If Arg$\left(z+a\right)=\frac{\pi }{6}$ and Arg$\left(z-a\right)=\frac{2\pi }{3};a\in R^{+}$ , then

• A. $z$ is independent of $a$
• B. $\left|a\right|=\left|z+a\right|$
• C. $z=aCis\frac{\pi }{6}$
• D. $z=aCis\frac{\pi }{3}$

Answer 1

Answer: (D)

$z=aCis\frac{\pi }{3}$

We have,

$\arg (z+a)=\frac{\pi }{6}$

$\arg (z-a)=\frac{2\pi }{3}$

$z+a=r_1{e}^{i\frac{\pi }{6}}\Rightarrow z=-a+r_1{e}^{i\frac{\pi }{6}}$ ……. (1)
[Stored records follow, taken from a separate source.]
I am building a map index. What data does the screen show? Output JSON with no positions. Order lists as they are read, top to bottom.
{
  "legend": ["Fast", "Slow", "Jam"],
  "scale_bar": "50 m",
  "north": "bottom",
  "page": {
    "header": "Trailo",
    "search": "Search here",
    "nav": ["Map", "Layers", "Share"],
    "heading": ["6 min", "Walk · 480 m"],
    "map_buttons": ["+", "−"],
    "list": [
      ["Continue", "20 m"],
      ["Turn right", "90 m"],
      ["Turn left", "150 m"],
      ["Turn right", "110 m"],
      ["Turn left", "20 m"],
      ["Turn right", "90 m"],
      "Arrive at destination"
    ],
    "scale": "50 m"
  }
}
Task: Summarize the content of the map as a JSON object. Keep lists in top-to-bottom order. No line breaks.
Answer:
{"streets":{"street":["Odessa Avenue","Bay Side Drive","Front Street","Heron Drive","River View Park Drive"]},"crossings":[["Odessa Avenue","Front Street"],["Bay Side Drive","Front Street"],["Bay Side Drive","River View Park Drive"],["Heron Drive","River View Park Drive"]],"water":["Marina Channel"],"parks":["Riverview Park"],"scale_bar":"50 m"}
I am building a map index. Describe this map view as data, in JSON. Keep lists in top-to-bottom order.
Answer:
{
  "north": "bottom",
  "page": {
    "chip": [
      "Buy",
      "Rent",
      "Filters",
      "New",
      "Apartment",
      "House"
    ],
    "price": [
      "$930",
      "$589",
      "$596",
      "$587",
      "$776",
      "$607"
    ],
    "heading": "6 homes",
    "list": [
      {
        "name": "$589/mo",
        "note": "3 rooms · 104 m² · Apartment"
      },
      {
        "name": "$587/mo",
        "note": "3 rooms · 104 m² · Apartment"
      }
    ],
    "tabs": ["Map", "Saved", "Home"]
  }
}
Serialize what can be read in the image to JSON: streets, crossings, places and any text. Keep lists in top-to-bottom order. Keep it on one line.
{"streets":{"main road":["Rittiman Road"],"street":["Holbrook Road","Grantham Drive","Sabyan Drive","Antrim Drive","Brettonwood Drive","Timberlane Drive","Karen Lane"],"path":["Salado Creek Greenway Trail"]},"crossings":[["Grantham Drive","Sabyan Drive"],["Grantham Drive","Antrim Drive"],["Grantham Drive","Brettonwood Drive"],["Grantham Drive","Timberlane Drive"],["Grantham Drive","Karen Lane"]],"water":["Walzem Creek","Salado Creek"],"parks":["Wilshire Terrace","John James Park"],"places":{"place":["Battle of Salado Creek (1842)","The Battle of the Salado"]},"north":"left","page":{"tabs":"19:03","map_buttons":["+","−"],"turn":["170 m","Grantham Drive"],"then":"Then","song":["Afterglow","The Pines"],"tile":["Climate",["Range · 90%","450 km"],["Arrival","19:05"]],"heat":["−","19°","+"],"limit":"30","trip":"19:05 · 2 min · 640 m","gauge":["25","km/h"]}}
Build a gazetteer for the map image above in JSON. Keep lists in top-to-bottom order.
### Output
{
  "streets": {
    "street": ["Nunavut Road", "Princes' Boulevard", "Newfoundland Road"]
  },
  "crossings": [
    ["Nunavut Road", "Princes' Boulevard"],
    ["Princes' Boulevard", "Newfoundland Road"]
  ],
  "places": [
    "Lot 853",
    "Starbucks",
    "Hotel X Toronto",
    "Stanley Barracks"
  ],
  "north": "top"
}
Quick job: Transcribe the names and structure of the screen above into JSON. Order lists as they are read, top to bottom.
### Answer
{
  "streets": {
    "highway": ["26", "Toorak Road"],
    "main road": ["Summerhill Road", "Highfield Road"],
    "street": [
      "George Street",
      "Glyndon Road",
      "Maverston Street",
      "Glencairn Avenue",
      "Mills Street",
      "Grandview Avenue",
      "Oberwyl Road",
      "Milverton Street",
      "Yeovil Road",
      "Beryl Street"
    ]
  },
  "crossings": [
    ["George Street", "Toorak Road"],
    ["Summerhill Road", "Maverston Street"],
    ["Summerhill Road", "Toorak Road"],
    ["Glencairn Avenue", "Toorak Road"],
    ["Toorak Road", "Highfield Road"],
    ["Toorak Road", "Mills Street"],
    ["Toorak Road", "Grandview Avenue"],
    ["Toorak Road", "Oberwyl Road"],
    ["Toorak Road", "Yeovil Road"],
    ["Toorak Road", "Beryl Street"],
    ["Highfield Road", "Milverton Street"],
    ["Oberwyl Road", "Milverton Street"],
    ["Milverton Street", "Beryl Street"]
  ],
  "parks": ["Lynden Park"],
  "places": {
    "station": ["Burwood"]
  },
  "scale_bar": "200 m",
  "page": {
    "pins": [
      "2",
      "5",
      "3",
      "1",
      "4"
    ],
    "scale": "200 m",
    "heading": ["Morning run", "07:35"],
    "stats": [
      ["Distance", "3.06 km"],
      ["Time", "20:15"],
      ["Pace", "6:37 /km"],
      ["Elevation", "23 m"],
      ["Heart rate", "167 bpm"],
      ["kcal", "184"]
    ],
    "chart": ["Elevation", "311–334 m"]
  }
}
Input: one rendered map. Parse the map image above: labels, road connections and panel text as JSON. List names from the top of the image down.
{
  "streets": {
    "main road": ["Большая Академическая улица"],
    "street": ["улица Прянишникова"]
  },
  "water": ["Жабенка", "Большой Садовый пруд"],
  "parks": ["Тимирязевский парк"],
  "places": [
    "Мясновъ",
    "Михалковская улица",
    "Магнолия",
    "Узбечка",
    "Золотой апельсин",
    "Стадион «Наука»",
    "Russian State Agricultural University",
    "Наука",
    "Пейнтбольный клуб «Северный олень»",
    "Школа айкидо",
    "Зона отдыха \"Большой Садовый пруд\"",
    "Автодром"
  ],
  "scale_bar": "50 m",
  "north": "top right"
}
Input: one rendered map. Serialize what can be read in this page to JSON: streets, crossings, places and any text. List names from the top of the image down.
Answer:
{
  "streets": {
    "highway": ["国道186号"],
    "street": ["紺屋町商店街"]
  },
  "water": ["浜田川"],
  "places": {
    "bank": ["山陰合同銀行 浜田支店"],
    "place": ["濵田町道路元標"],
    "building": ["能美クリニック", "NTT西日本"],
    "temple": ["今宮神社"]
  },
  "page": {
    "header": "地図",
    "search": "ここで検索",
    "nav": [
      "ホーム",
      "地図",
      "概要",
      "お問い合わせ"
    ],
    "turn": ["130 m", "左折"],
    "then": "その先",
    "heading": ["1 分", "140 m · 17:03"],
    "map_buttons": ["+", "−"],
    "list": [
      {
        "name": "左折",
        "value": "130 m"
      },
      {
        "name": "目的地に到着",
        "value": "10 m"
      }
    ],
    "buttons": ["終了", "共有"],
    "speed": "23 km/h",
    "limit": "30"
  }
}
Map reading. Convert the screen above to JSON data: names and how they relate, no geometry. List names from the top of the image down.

$z-a=r_2{e}^{i\frac{2\pi }{3}}\Rightarrow z=a+r_2{e}^{i\frac{2\pi }{3}}$ …….. (2)

On equating both equations, we get

$-a+r_1{e}^{i\frac{\pi }{6}}=a+r_2{e}^{i\frac{2\pi }{3}}$

$-a+r_1(\frac{\sqrt{3}}{2}+\frac{1}{2}i)=a+r_2(-\frac{1}{2}+\frac{\sqrt{3}}{2}i)$

On comparing real part and imaginary part, we get

$\frac{r_1}{2}=\frac{\sqrt{3}}{2}{r}_2\Rightarrow r_1=\sqrt{3}{r}_2$

$-a+\frac{\sqrt{3}}{2}{r}_1=a-\frac{1}{2}{r}_2$

$-a+\frac{\sqrt{3}}{2}\times \sqrt{3}{r}_2=a-\frac{1}{2}{r}_2$

$\frac{3}{2}{r}_2=2a-\frac{1}{2}{r}_2$

$2r_2=2a$

$r_2=a$

$r_1=\sqrt{3}a$

Therefore, the complex number is,

$z=a+a(-\frac{1}{2}+\frac{\sqrt{3}}{2}i)$

$z=a(\frac{1}{2}+\frac{\sqrt{3}}{2}i)$

$z=aC$ is $\frac{\pi }{3}$

Hence, this is the value of $z$.